BEGIN EXCERPTED DATA

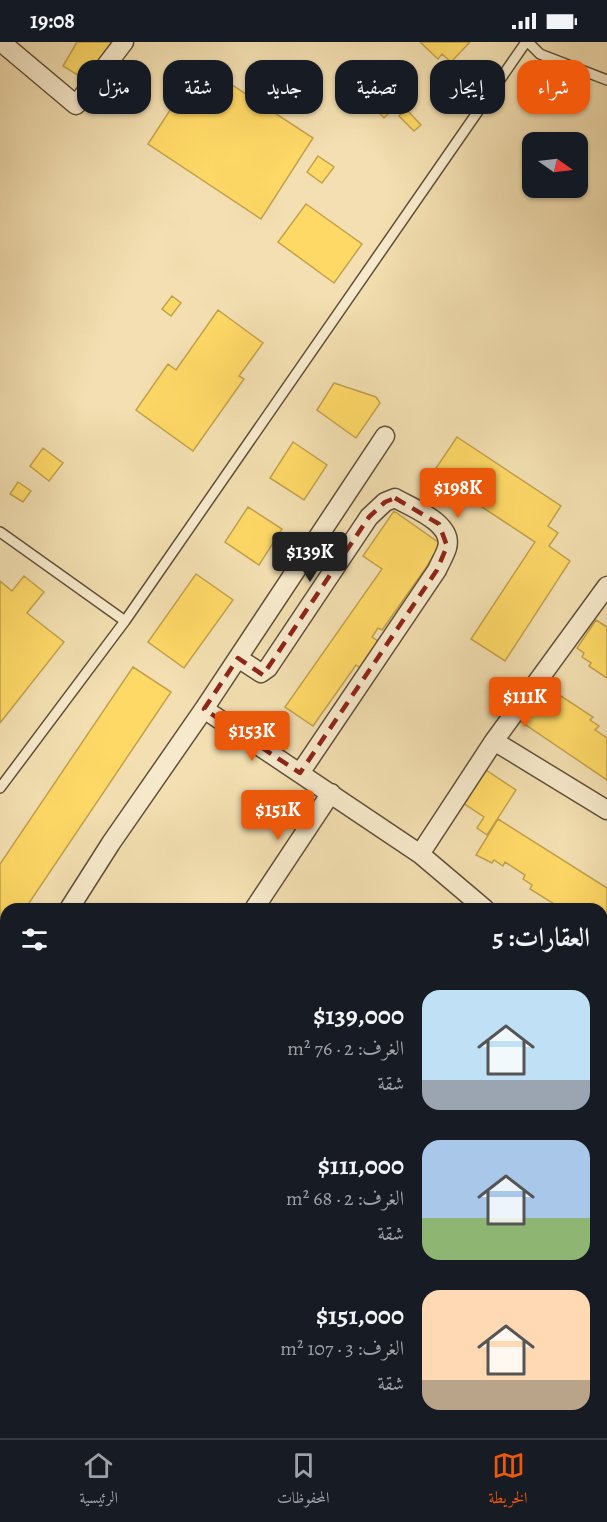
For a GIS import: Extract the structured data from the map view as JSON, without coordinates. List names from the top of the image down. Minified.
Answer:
{"north":"right","page":{"status":"19:08","chip":["شراء","إيجار","تصفية","جديد","شقة","منزل"],"price":["$198K","$139K","$111K","$153K","$151K"],"heading":"العقارات: 5","list":[{"name":"$139,000","note":"الغرف: 2 · 76 m² · شقة"},{"name":"$111,000","note":"الغرف: 2 · 68 m² · شقة"},{"name":"$151,000","note":"الغرف: 3 · 107 m² · شقة"}],"tabs":["الخريطة","المحفوظات","الرئيسية"]}}
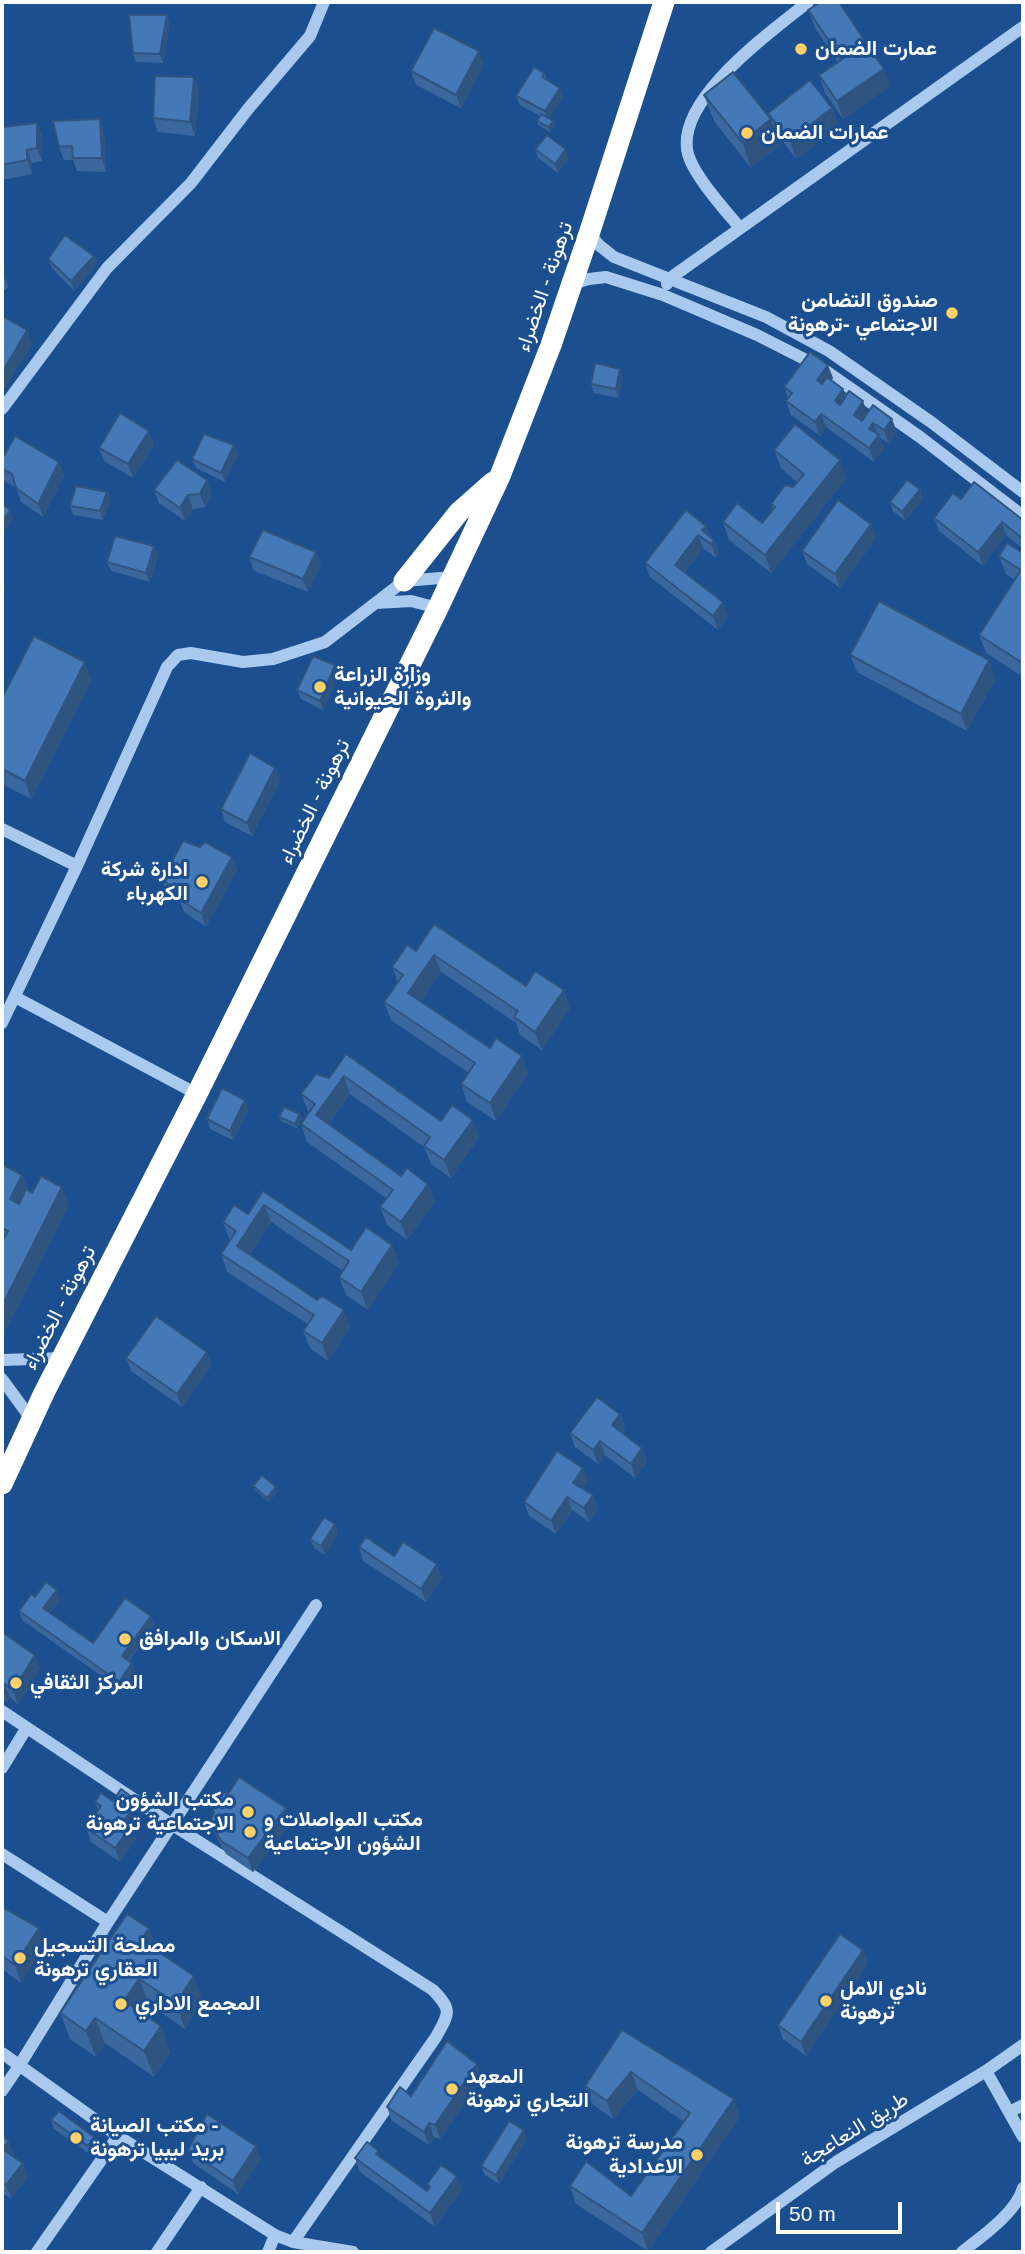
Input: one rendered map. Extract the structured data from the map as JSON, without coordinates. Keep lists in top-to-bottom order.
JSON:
{
  "streets": {
    "highway": ["ترهونة - الخضراء"],
    "street": ["طريق النعاعجة"]
  },
  "places": [
    "عمارت الضمان",
    "عمارات الضمان",
    "صندوق التضامن الاجتماعي -ترهونة",
    "وزارة الزراعة والثروة الحيوانية",
    "ادارة شركة الكهرباء",
    "الاسكان والمرافق",
    "المركز الثقافي",
    "مكتب الشؤون الاجتماعية ترهونة",
    "مكتب المواصلات و الشؤون الاجتماعية",
    "مصلحة التسجيل العقاري ترهونة",
    "نادي الامل ترهونة",
    "المجمع الاداري",
    "المعهد التجاري ترهونة",
    "مكتب الصيانة - بريد ليبيا ترهونة",
    "مدرسة ترهونة الاعدادية"
  ],
  "scale_bar": "50 m"
}
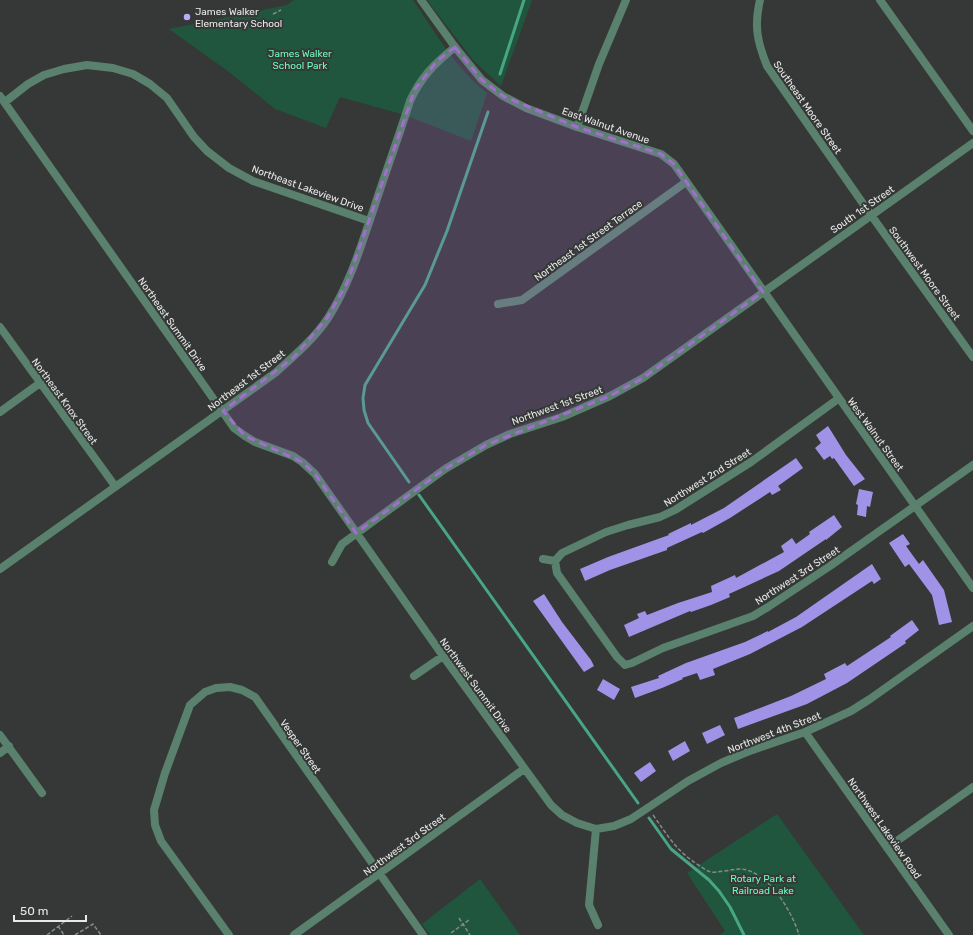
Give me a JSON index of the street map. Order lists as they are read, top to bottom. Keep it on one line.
{"streets":{"street":["Southeast Moore Street","East Walnut Avenue","Northeast Lakeview Drive","South 1st Street","Northeast 1st Street Terrace","Southwest Moore Street","Northeast Summit Drive","Northeast 1st Street","Northeast Knox Street","Northwest 1st Street","West Walnut Street","Northwest 2nd Street","Northwest 3rd Street","Northwest Summit Drive","Northwest 4th Street","Vesper Street","Northwest Lakeview Road"]},"crossings":[["Southeast Moore Street","South 1st Street"],["Southeast Moore Street","Southwest Moore Street"],["East Walnut Avenue","South 1st Street"],["East Walnut Avenue","Northeast 1st Street Terrace"],["East Walnut Avenue","Northeast 1st Street"],["East Walnut Avenue","Northwest 1st Street"],["East Walnut Avenue","West Walnut Street"],["Northeast Lakeview Drive","Northeast Summit Drive"],["Northeast Lakeview Drive","Northeast 1st Street"],["South 1st Street","Southwest Moore Street"],["South 1st Street","Northwest 1st Street"],["South 1st Street","West Walnut Street"],["Northeast Summit Drive","Northeast 1st Street"],["Northeast Summit Drive","Northwest 1st Street"],["Northeast Summit Drive","Northwest Summit Drive"],["Northeast 1st Street","Northeast Knox Street"],["Northwest 1st Street","West Walnut Street"],["Northwest 1st Street","Northwest Summit Drive"],["West Walnut Street","Northwest 2nd Street"],["West Walnut Street","Northwest 3rd Street"],["Northwest 2nd Street","Northwest 3rd Street"],["Northwest 3rd Street","Northwest Summit Drive"],["Northwest 3rd Street","Vesper Street"],["Northwest Summit Drive","Northwest 4th Street"],["Northwest 4th Street","Northwest Lakeview Road"]],"parks":["James Walker School Park","Rotary Park at Railroad Lake"],"places":["James Walker Elementary School"],"scale_bar":"50 m"}
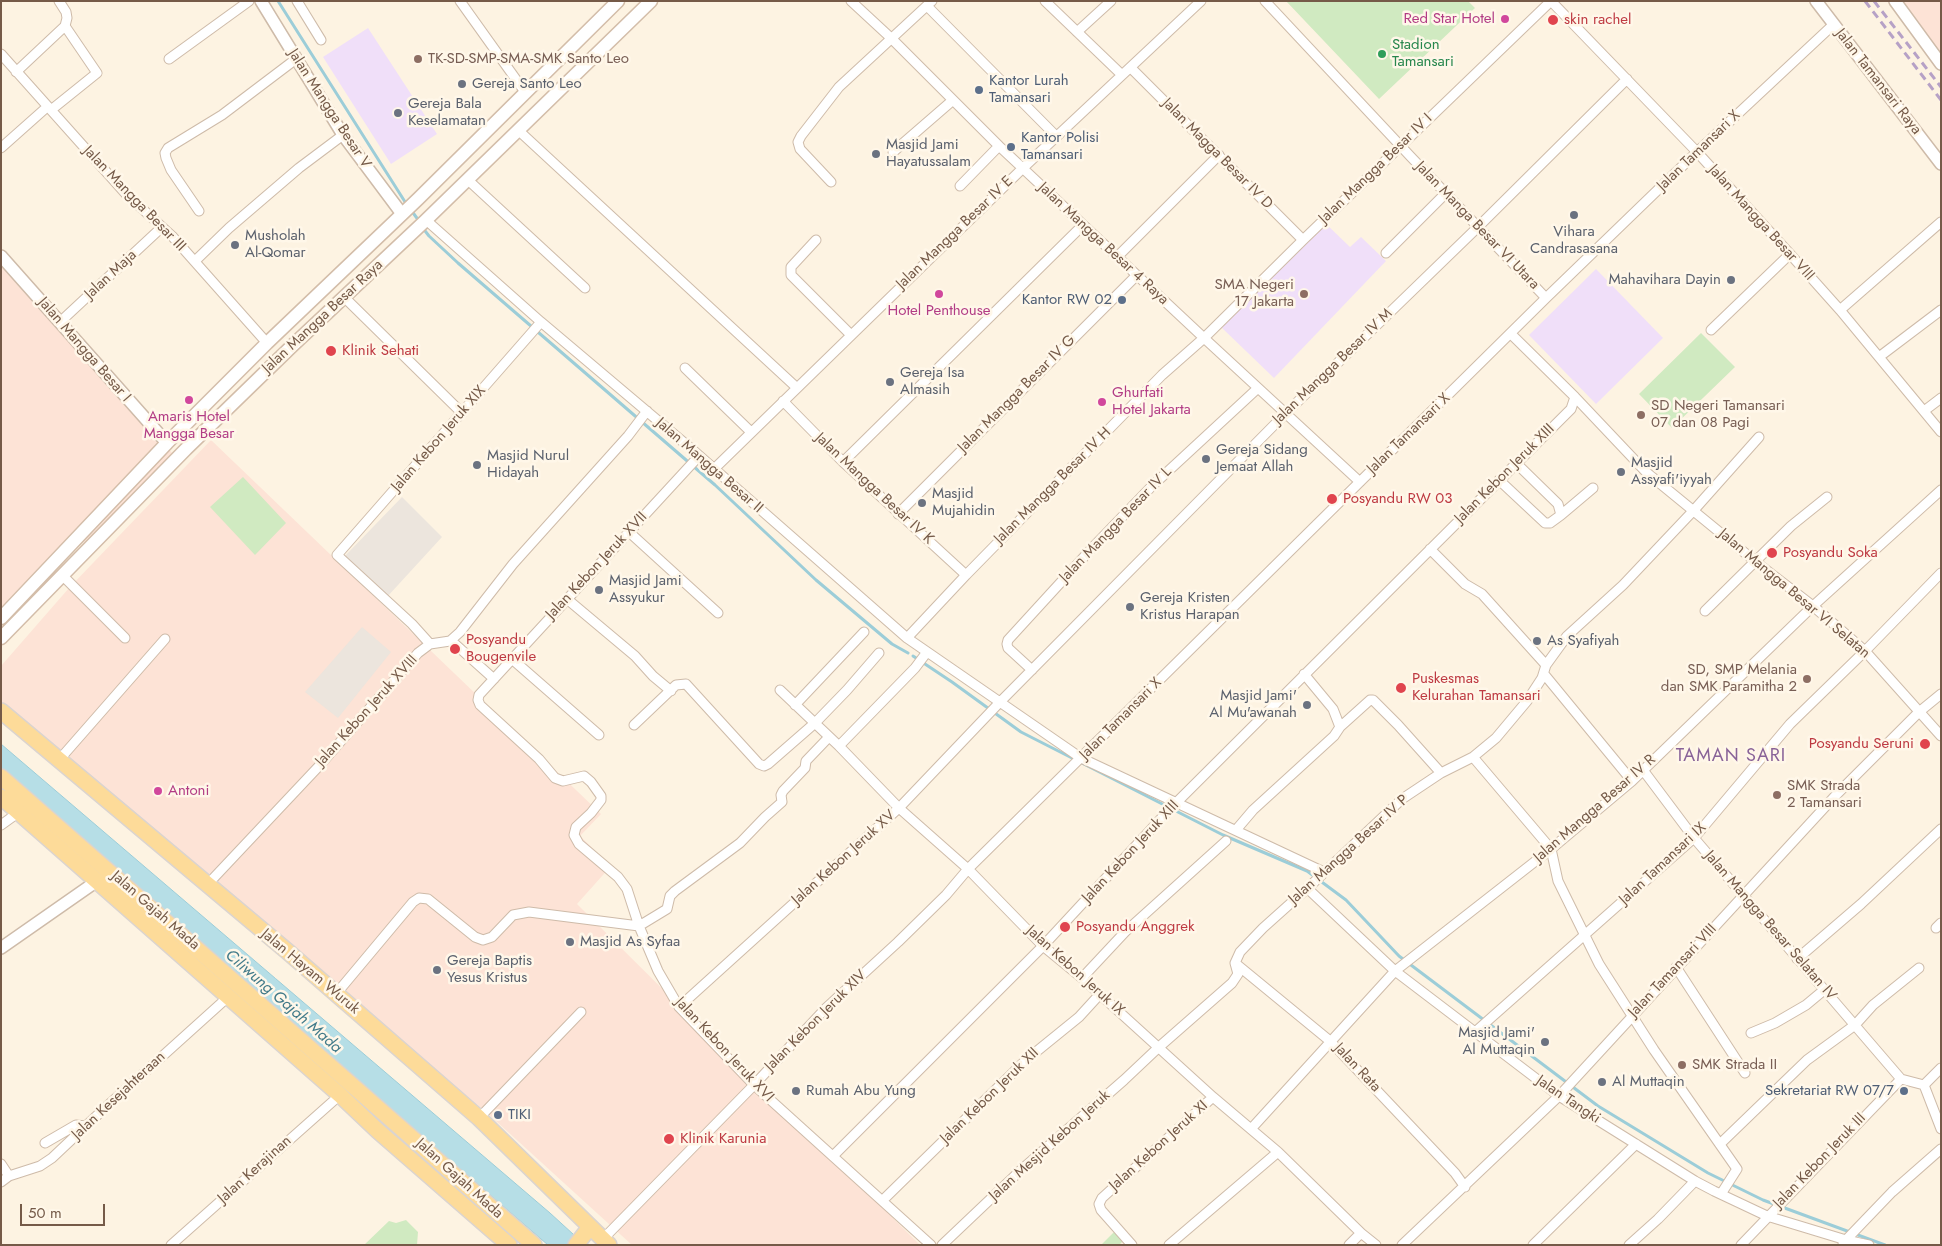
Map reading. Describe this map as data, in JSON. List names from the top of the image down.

END EXCERPTED DATA

TASK GOAL:
Copy all lines from the data above that contain the word "coordinates".

TASK RESPONSE:
For a GIS import: Extract the structured data from the map view as JSON, without coordinates. List names from the top of the image down. Minified.
Input: one rendered map. Extract the structured data from the map as JSON, without coordinates. Keep lists in top-to-bottom order.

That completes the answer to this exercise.